Im trying to train a model to check images, identify specified objects and tell me its coodinates (i dont even need to see an square around the object).
For this im using Tensorflow's object detection and most of what I did was looking this tutorial:
But some things changed, probably because of updates, and then I had to do somethings on my own. I can actually train the model (I guess) but I don't understand the evaluation results. Im used to see loss and current step but this output is unusual for me. Also I don't think the training is being saved.
Training command line:
model_main.py --logtostderr --train_dir=training/ --pipeline_config_path=training/faster_rcnn_inception_v2_coco.config
Config file:
model {
faster_rcnn {
num_classes: 9
image_resizer {
keep_aspect_ratio_resizer {
min_dimension: 600
max_dimension: 1024
}
}
feature_extractor {
type: 'faster_rcnn_inception_v2'
first_stage_features_stride: 16
}
first_stage_anchor_generator {
grid_anchor_generator {
scales: [0.25, 0.5, 1.0, 2.0]
aspect_ratios: [0.5, 1.0, 2.0]
height_stride: 16
width_stride: 16
}
}
first_stage_box_predictor_conv_hyperparams {
op: CONV
regularizer {
l2_regularizer {
weight: 0.0
}
}
initializer {
truncated_normal_initializer {
stddev: 0.01
}
}
}
first_stage_nms_score_threshold: 0.0
first_stage_nms_iou_threshold: 0.7
first_stage_max_proposals: 300
first_stage_localization_loss_weight: 2.0
first_stage_objectness_loss_weight: 1.0
initial_crop_size: 14
maxpool_kernel_size: 2
maxpool_stride: 2
second_stage_box_predictor {
mask_rcnn_box_predictor {
use_dropout: false
dropout_keep_probability: 1.0
fc_hyperparams {
op: FC
regularizer {
l2_regularizer {
weight: 0.0
}
}
initializer {
variance_scaling_initializer {
factor: 1.0
uniform: true
mode: FAN_AVG
}
}
}
}
}
second_stage_post_processing {
batch_non_max_suppression {
score_threshold: 0.0
iou_threshold: 0.6
max_detections_per_class: 100
max_total_detections: 300
}
score_converter: SOFTMAX
}
second_stage_localization_loss_weight: 2.0
second_stage_classification_loss_weight: 1.0
}
}
train_config: {
batch_size: 5
optimizer {
momentum_optimizer: {
learning_rate: {
manual_step_learning_rate {
initial_learning_rate: 0.0002
schedule {
step: 900000
learning_rate: .00002
}
schedule {
step: 1200000
learning_rate: .000002
}
}
}
momentum_optimizer_value: 0.9
}
use_moving_average: false
}
gradient_clipping_by_norm: 10.0
fine_tune_checkpoint: "faster_rcnn_inception_v2_coco_2018_01_28/model.ckpt"

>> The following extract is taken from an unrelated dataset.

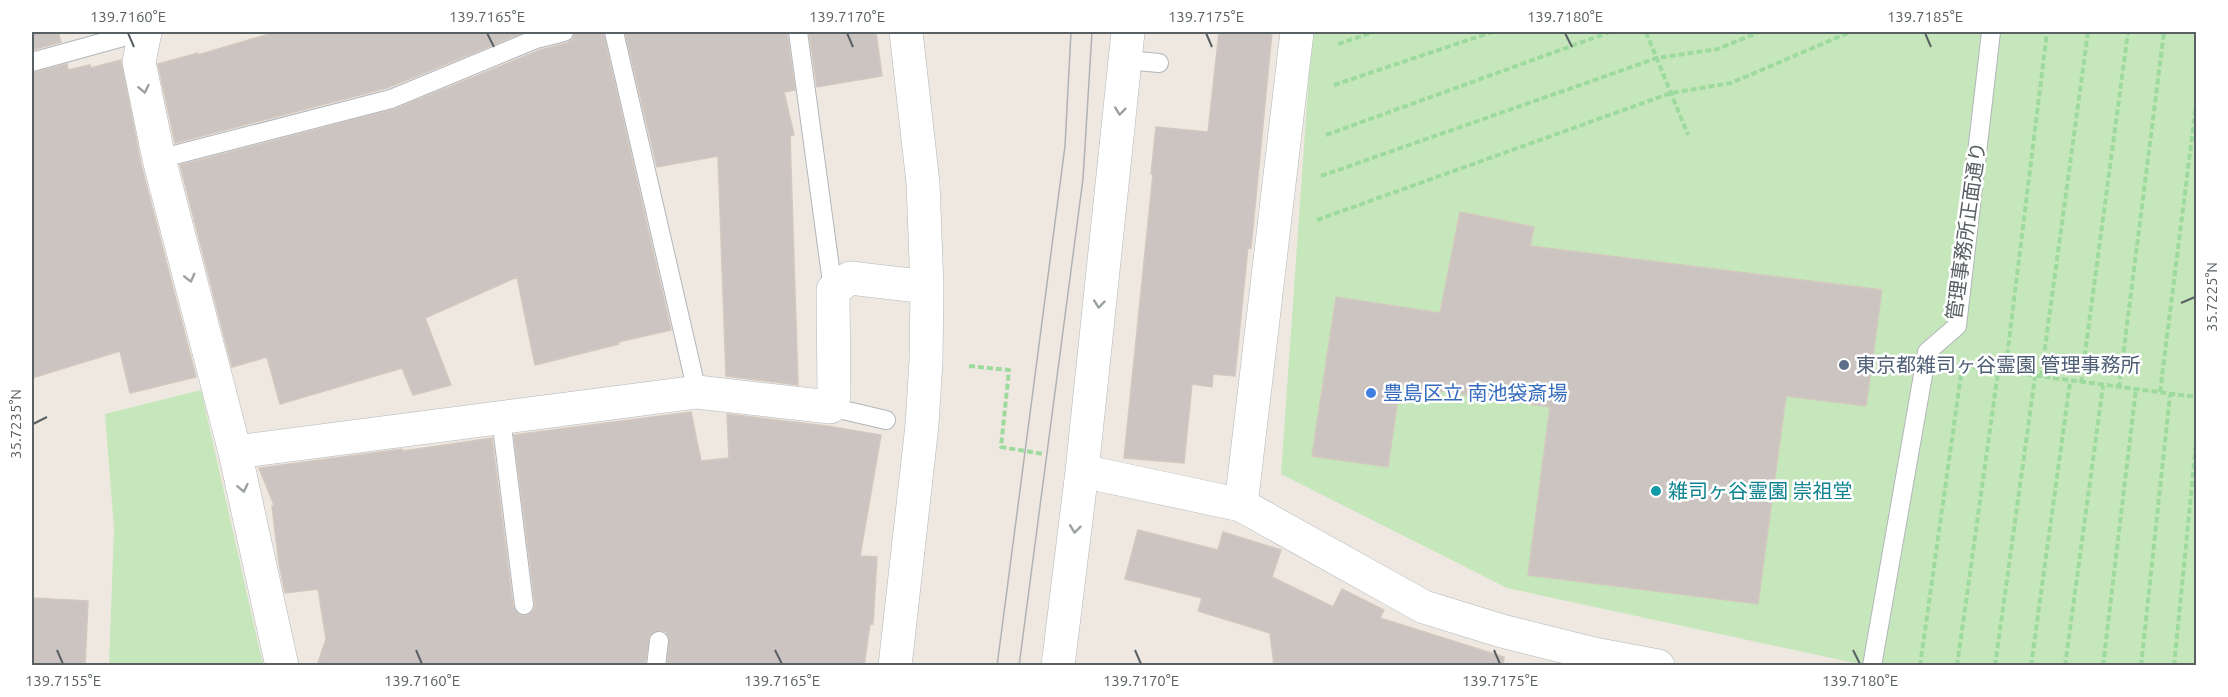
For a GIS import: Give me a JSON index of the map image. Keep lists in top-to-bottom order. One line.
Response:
{"streets":{"lane":["管理事務所正面通り"]},"places":["東京都雑司ヶ谷霊園 管理事務所","豊島区立 南池袋斎場","雑司ヶ谷霊園 崇祖堂"],"coordinates":["139.7160°E","139.7165°E","139.7170°E","139.7175°E","139.7180°E","139.7185°E","35.7225°N","35.7235°N","139.7155°E"]}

from_detection_checkpoint: true
num_steps: 50000
data_augmentation_options {
random_horizontal_flip {
}
}
}
train_input_reader: {
tf_record_input_reader {
input_path: "C:/tensorflow1/models/research/object_detection/images/train.record"
}
label_map_path: "C:/tensorflow1/models/research/object_detection/training/object-detection.pbtxt"
}
eval_config: {
num_examples: 67
max_evals: 10
}
eval_input_reader: {
tf_record_input_reader {
input_path: "C:/tensorflow1/models/research/object_detection/images/test.record"
}
label_map_path: "C:/tensorflow1/models/research/object_detection/training/object-detection.pbtxt"
shuffle: false
num_readers: 1
}
Output:
2019-03-16 01:05:23.842424: I tensorflow/core/common_runtime/gpu/gpu_device.cc:1512] Adding visible gpu devices: 0
2019-03-16 01:05:23.842528: I tensorflow/core/common_runtime/gpu/gpu_device.cc:984] Device interconnect StreamExecutor with strength 1 edge matrix:
2019-03-16 01:05:23.845561: I tensorflow/core/common_runtime/gpu/gpu_device.cc:990] 0
2019-03-16 01:05:23.845777: I tensorflow/core/common_runtime/gpu/gpu_device.cc:1003] 0: N
2019-03-16 01:05:23.847854: I tensorflow/core/common_runtime/gpu/gpu_device.cc:1115] Created TensorFlow device (/job:localhost/replica:0/task:0/device:GPU:0 with 6390 MB memory) -> physical GPU (device: 0, name: GeForce GTX 1070, pci bus id: 0000:01:00.0, compute capability: 6.1)
creating index...
index created!
creating index...
index created!
Running per image evaluation...
Evaluate annotation type *bbox*
DONE (t=0.05s).
Accumulating evaluation results...
DONE (t=0.04s).
Average Precision (AP) @[ IoU=0.50:0.95 | area= all | maxDets=100 ] = 0.681
Average Precision (AP) @[ IoU=0.50 | area= all | maxDets=100 ] = 1.000
Average Precision (AP) @[ IoU=0.75 | area= all | maxDets=100 ] = 0.670
Average Precision (AP) @[ IoU=0.50:0.95 | area= small | maxDets=100 ] = 0.542
Average Precision (AP) @[ IoU=0.50:0.95 | area=medium | maxDets=100 ] = 0.825
Average Precision (AP) @[ IoU=0.50:0.95 | area= large | maxDets=100 ] = -1.000
Average Recall (AR) @[ IoU=0.50:0.95 | area= all | maxDets= 1 ] = 0.682
Average Recall (AR) @[ IoU=0.50:0.95 | area= all | maxDets= 10 ] = 0.689
Average Recall (AR) @[ IoU=0.50:0.95 | area= all | maxDets=100 ] = 0.689
Average Recall (AR) @[ IoU=0.50:0.95 | area= small | maxDets=100 ] = 0.556
Average Recall (AR) @[ IoU=0.50:0.95 | area=medium | maxDets=100 ] = 0.825
Average Recall (AR) @[ IoU=0.50:0.95 | area= large | maxDets=100 ] = -1.000
Also the models inside faster_rcnn_inception_v2_coco_2018_01_28
have not been changed since Jan 2018, which probably means that even if it's training, it's not saving the progress.
My questions are:
- Am I doing something wrong with the config or something else?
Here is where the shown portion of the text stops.